_What is needed_
Reproduce each line from the first in the data through the line that contains "Task: Give me" exactly; give nothing else.

_Supplied entries_

··········

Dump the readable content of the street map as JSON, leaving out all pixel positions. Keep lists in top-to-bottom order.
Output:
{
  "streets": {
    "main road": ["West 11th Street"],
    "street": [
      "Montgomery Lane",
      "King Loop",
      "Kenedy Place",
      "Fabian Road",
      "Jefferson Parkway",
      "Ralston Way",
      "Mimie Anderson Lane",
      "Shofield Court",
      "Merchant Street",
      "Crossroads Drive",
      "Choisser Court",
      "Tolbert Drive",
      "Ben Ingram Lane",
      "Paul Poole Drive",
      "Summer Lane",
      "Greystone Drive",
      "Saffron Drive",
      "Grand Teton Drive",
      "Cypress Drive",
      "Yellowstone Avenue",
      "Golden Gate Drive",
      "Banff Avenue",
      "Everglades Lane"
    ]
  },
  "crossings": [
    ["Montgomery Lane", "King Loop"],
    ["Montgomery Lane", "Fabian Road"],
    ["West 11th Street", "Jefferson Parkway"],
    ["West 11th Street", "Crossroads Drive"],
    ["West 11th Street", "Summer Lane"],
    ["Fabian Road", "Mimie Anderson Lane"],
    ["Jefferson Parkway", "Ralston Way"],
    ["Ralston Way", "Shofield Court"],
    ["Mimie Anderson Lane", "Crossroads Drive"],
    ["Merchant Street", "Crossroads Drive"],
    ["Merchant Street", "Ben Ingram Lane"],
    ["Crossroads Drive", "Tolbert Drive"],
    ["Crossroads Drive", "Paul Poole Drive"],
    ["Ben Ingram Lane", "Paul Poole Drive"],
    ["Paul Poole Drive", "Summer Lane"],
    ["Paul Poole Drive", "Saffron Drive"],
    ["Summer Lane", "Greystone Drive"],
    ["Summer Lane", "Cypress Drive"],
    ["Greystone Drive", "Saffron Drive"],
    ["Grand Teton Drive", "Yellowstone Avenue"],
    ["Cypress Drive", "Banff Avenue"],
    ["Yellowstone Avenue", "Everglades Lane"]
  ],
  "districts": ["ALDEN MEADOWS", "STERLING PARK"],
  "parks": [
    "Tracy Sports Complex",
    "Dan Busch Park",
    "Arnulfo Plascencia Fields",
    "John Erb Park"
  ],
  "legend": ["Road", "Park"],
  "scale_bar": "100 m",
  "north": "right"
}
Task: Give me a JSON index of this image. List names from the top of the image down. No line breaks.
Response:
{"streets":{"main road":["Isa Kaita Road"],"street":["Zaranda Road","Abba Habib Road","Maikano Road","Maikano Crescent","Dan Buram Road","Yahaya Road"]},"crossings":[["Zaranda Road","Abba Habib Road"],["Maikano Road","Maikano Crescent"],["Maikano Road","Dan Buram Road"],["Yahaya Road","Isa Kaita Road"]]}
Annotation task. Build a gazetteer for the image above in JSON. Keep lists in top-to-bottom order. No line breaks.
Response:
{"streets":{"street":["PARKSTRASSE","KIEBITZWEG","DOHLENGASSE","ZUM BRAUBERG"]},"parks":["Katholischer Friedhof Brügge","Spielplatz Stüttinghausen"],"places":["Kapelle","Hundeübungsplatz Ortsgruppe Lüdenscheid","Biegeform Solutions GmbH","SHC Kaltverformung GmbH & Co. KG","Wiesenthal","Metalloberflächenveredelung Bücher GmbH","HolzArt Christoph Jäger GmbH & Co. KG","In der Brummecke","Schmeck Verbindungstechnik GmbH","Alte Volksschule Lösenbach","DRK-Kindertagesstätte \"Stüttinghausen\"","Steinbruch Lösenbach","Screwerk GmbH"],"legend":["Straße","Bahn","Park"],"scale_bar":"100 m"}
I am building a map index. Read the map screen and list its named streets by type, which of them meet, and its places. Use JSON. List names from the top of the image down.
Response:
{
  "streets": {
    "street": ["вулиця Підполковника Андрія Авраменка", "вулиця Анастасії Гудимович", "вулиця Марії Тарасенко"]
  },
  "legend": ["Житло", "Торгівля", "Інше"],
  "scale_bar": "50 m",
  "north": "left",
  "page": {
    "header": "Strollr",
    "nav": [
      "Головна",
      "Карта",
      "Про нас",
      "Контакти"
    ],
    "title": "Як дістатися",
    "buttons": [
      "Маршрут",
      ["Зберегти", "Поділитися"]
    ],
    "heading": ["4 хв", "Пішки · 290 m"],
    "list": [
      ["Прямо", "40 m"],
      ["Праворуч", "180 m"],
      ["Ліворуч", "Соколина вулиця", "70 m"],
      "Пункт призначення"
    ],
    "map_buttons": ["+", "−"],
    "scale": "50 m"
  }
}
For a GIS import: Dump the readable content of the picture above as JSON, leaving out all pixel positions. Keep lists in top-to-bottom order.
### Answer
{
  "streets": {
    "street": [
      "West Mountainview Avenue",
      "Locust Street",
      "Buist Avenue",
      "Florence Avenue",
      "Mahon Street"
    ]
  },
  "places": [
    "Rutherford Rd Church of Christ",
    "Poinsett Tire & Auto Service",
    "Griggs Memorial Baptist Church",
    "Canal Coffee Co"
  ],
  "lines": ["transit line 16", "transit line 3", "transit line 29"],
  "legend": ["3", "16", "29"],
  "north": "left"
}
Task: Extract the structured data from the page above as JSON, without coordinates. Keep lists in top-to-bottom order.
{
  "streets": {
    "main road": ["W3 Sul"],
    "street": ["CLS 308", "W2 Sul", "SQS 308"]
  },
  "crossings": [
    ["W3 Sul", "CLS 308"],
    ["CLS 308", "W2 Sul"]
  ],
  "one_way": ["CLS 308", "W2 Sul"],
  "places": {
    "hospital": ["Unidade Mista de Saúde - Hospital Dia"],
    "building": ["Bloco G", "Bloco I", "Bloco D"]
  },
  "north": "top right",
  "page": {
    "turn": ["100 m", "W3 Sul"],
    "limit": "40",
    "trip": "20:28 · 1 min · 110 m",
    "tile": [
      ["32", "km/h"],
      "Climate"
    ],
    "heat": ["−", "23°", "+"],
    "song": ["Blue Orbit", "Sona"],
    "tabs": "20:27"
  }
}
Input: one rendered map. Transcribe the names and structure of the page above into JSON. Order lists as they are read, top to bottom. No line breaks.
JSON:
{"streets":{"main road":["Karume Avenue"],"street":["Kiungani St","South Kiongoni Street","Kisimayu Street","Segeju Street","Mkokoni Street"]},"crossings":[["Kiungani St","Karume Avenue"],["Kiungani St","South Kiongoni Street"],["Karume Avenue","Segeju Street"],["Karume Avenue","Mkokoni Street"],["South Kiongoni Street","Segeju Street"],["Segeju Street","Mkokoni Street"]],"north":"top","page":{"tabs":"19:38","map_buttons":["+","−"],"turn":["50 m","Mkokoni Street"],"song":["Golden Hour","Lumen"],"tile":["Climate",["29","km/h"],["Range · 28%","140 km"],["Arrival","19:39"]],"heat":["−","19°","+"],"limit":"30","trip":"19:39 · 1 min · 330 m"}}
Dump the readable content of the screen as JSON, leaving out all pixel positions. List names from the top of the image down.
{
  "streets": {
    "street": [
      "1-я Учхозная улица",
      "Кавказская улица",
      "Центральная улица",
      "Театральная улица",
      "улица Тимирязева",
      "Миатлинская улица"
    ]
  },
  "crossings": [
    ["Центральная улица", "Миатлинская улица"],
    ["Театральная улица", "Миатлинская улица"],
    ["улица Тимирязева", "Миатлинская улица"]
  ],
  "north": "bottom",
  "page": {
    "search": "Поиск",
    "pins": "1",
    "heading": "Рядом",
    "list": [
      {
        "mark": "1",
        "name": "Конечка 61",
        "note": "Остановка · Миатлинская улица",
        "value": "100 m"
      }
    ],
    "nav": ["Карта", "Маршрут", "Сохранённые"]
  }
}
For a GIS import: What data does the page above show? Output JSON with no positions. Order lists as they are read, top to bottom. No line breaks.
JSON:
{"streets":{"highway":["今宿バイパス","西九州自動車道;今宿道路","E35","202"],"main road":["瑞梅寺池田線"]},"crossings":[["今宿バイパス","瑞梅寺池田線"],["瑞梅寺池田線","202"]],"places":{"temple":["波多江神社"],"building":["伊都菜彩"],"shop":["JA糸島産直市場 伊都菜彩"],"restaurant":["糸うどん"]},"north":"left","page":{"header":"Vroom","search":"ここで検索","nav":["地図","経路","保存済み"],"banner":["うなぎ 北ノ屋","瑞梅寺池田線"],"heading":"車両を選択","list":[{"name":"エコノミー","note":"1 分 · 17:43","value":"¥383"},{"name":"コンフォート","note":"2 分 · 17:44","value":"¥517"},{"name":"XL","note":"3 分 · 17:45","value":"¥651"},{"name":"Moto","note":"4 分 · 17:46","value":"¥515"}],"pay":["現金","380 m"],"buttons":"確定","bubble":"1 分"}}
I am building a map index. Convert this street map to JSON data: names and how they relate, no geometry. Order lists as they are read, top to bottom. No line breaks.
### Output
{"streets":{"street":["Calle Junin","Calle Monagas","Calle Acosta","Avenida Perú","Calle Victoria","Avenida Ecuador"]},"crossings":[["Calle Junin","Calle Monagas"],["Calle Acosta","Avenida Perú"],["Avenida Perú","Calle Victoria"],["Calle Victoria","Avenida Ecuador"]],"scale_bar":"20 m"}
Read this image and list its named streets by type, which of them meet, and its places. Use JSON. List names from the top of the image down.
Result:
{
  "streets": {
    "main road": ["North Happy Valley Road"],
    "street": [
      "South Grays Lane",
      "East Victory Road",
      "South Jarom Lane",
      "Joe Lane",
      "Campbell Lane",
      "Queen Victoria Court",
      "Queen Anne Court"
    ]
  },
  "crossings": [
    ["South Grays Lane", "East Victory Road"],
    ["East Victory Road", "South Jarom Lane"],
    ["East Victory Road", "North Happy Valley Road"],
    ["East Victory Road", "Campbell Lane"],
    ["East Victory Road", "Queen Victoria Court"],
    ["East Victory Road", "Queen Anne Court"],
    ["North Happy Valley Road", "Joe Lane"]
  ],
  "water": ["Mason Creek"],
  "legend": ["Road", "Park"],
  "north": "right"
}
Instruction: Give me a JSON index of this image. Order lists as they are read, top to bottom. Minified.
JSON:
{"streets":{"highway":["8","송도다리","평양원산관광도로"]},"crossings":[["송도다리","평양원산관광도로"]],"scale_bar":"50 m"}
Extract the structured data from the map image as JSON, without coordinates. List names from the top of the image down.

··········

_Written answer_
Dump the readable content of the street map as JSON, leaving out all pixel positions. Keep lists in top-to-bottom order.
Output:
{
  "streets": {
    "main road": ["West 11th Street"],
    "street": [
      "Montgomery Lane",
      "King Loop",
      "Kenedy Place",
      "Fabian Road",
      "Jefferson Parkway",
      "Ralston Way",
      "Mimie Anderson Lane",
      "Shofield Court",
      "Merchant Street",
      "Crossroads Drive",
      "Choisser Court",
      "Tolbert Drive",
      "Ben Ingram Lane",
      "Paul Poole Drive",
      "Summer Lane",
      "Greystone Drive",
      "Saffron Drive",
      "Grand Teton Drive",
      "Cypress Drive",
      "Yellowstone Avenue",
      "Golden Gate Drive",
      "Banff Avenue",
      "Everglades Lane"
    ]
  },
  "crossings": [
    ["Montgomery Lane", "King Loop"],
    ["Montgomery Lane", "Fabian Road"],
    ["West 11th Street", "Jefferson Parkway"],
    ["West 11th Street", "Crossroads Drive"],
    ["West 11th Street", "Summer Lane"],
    ["Fabian Road", "Mimie Anderson Lane"],
    ["Jefferson Parkway", "Ralston Way"],
    ["Ralston Way", "Shofield Court"],
    ["Mimie Anderson Lane", "Crossroads Drive"],
    ["Merchant Street", "Crossroads Drive"],
    ["Merchant Street", "Ben Ingram Lane"],
    ["Crossroads Drive", "Tolbert Drive"],
    ["Crossroads Drive", "Paul Poole Drive"],
    ["Ben Ingram Lane", "Paul Poole Drive"],
    ["Paul Poole Drive", "Summer Lane"],
    ["Paul Poole Drive", "Saffron Drive"],
    ["Summer Lane", "Greystone Drive"],
    ["Summer Lane", "Cypress Drive"],
    ["Greystone Drive", "Saffron Drive"],
    ["Grand Teton Drive", "Yellowstone Avenue"],
    ["Cypress Drive", "Banff Avenue"],
    ["Yellowstone Avenue", "Everglades Lane"]
  ],
  "districts": ["ALDEN MEADOWS", "STERLING PARK"],
  "parks": [
    "Tracy Sports Complex",
    "Dan Busch Park",
    "Arnulfo Plascencia Fields",
    "John Erb Park"
  ],
  "legend": ["Road", "Park"],
  "scale_bar": "100 m",
  "north": "right"
}
Task: Give me a JSON index of this image. List names from the top of the image down. No line breaks.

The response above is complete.